Records provided section start

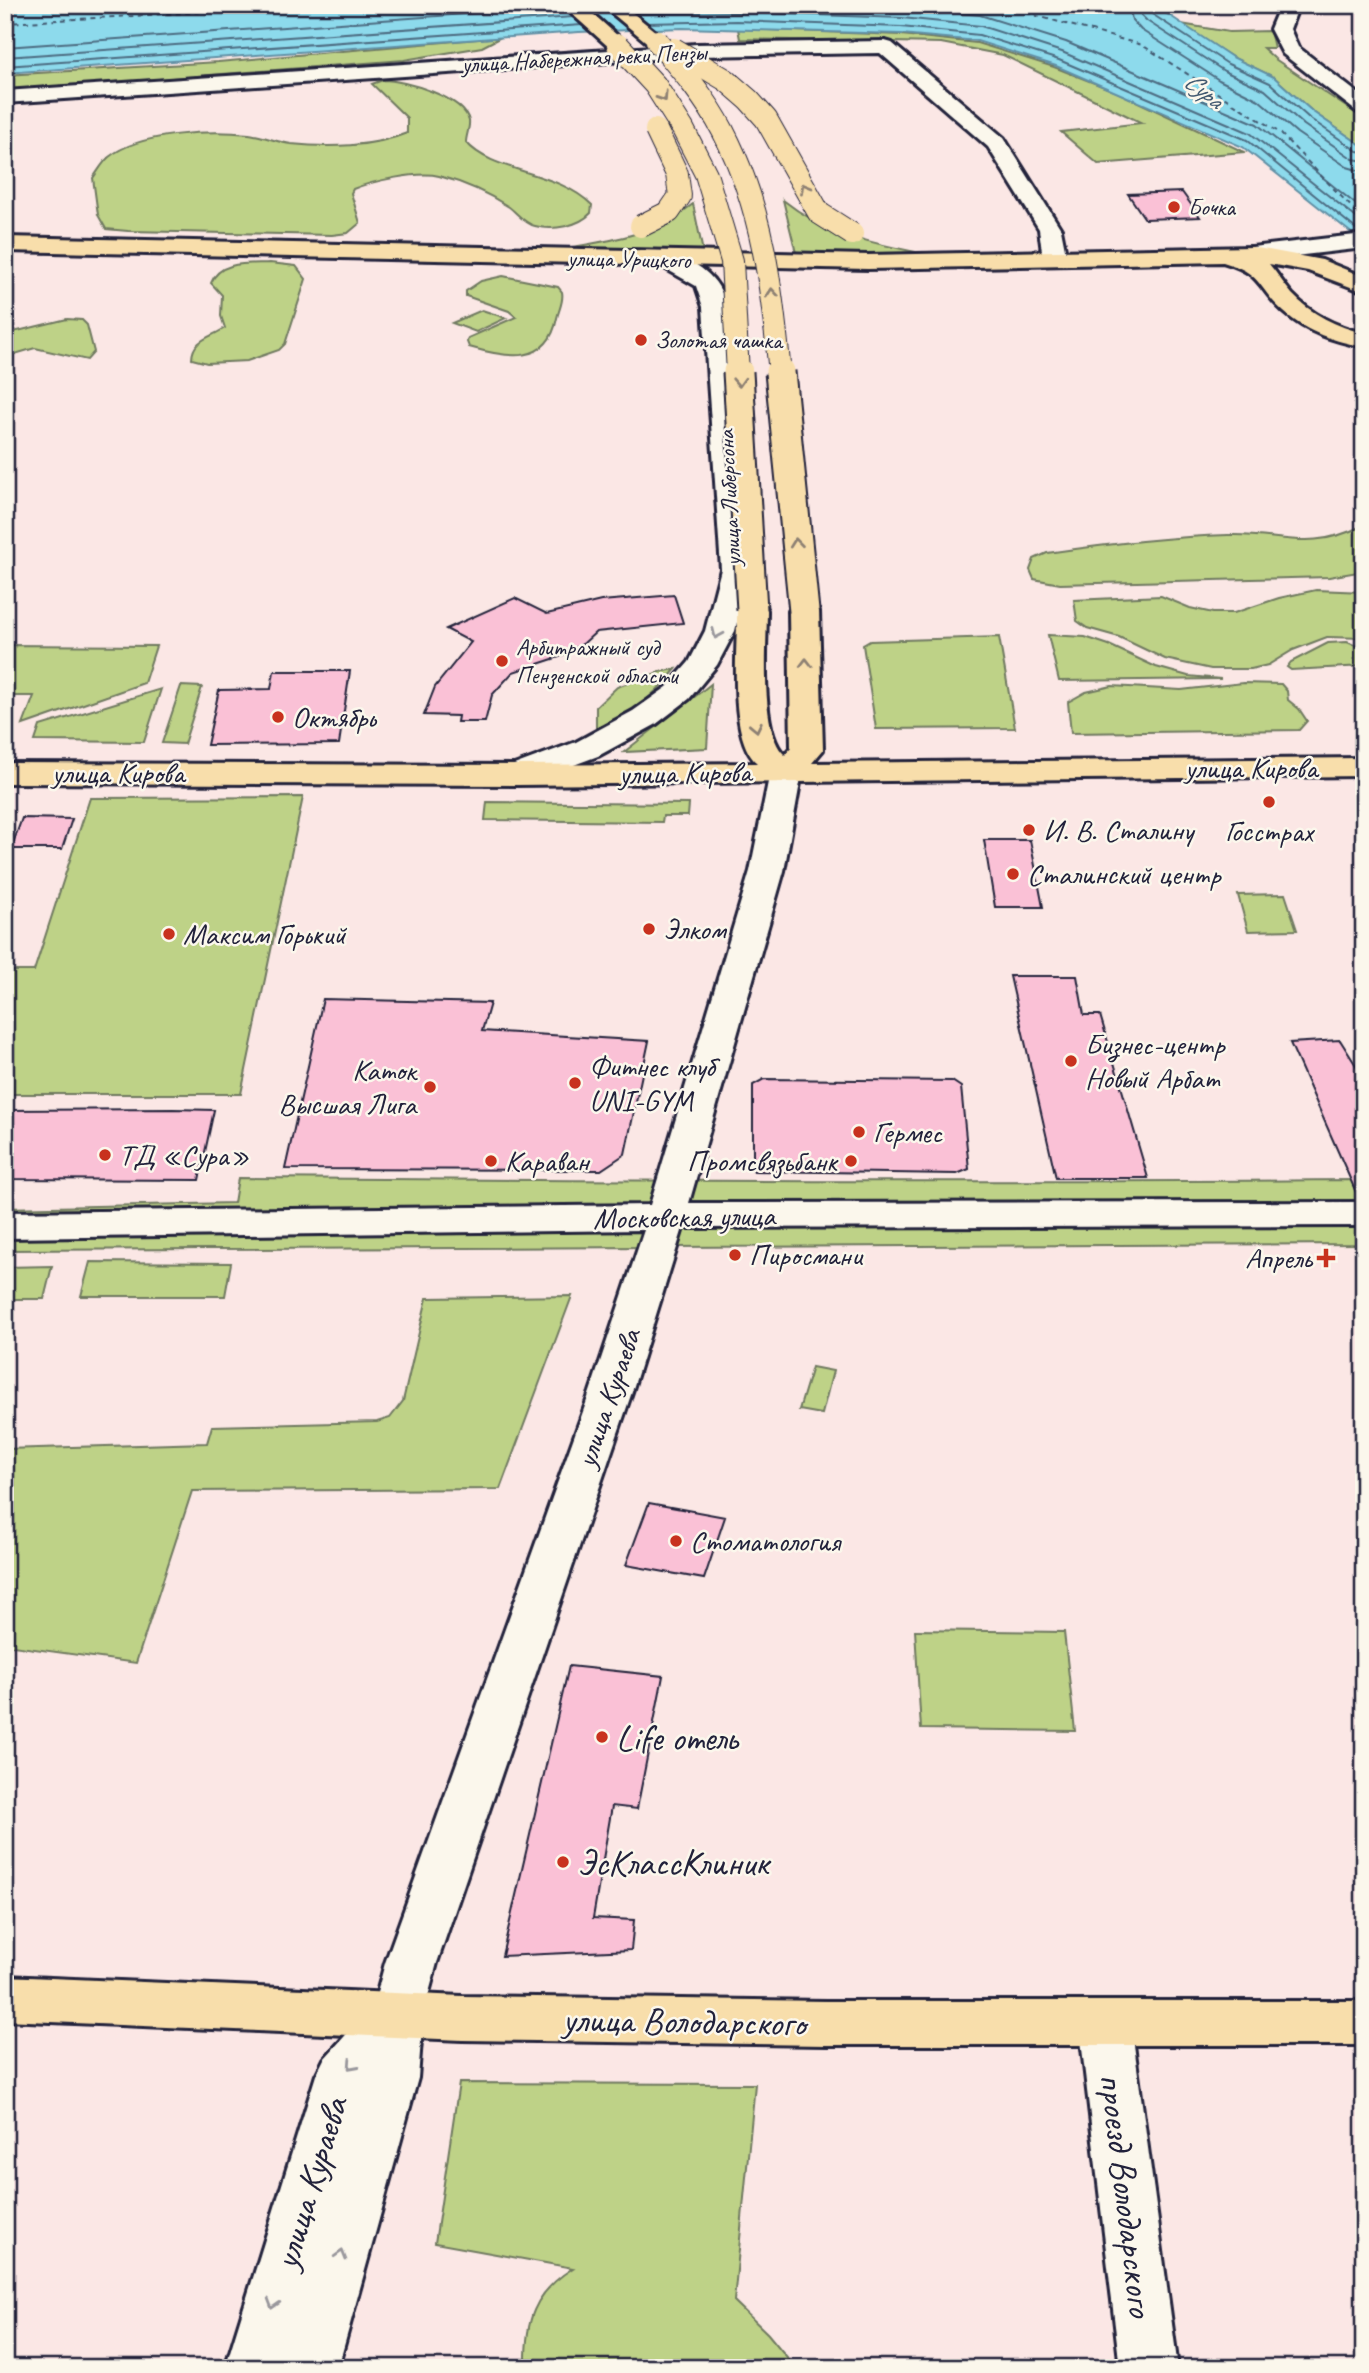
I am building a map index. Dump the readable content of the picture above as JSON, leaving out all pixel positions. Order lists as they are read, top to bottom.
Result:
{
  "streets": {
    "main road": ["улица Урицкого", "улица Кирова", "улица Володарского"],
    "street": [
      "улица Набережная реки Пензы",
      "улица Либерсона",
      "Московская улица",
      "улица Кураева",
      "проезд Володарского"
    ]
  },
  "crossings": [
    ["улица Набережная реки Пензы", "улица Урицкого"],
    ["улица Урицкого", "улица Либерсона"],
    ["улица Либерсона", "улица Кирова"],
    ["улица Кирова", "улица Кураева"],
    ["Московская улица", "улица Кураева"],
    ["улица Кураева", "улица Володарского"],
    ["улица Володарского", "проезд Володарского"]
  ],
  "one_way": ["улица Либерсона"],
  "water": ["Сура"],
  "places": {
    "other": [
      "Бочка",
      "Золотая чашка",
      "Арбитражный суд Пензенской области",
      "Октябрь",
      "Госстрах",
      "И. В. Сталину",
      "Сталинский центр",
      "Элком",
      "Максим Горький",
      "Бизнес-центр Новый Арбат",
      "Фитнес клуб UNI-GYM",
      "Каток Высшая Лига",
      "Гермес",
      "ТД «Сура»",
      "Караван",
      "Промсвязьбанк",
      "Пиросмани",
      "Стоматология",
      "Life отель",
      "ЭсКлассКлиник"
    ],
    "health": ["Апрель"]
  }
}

Records provided section end

Reproduce the data exactly as it appears above. Pictures are to be left out.

■ Response to the exercise
I am building a map index. Dump the readable content of the picture above as JSON, leaving out all pixel positions. Order lists as they are read, top to bottom.
Result:
{
  "streets": {
    "main road": ["улица Урицкого", "улица Кирова", "улица Володарского"],
    "street": [
      "улица Набережная реки Пензы",
      "улица Либерсона",
      "Московская улица",
      "улица Кураева",
      "проезд Володарского"
    ]
  },
  "crossings": [
    ["улица Набережная реки Пензы", "улица Урицкого"],
    ["улица Урицкого", "улица Либерсона"],
    ["улица Либерсона", "улица Кирова"],
    ["улица Кирова", "улица Кураева"],
    ["Московская улица", "улица Кураева"],
    ["улица Кураева", "улица Володарского"],
    ["улица Володарского", "проезд Володарского"]
  ],
  "one_way": ["улица Либерсона"],
  "water": ["Сура"],
  "places": {
    "other": [
      "Бочка",
      "Золотая чашка",
      "Арбитражный суд Пензенской области",
      "Октябрь",
      "Госстрах",
      "И. В. Сталину",
      "Сталинский центр",
      "Элком",
      "Максим Горький",
      "Бизнес-центр Новый Арбат",
      "Фитнес клуб UNI-GYM",
      "Каток Высшая Лига",
      "Гермес",
      "ТД «Сура»",
      "Караван",
      "Промсвязьбанк",
      "Пиросмани",
      "Стоматология",
      "Life отель",
      "ЭсКлассКлиник"
    ],
    "health": ["Апрель"]
  }
}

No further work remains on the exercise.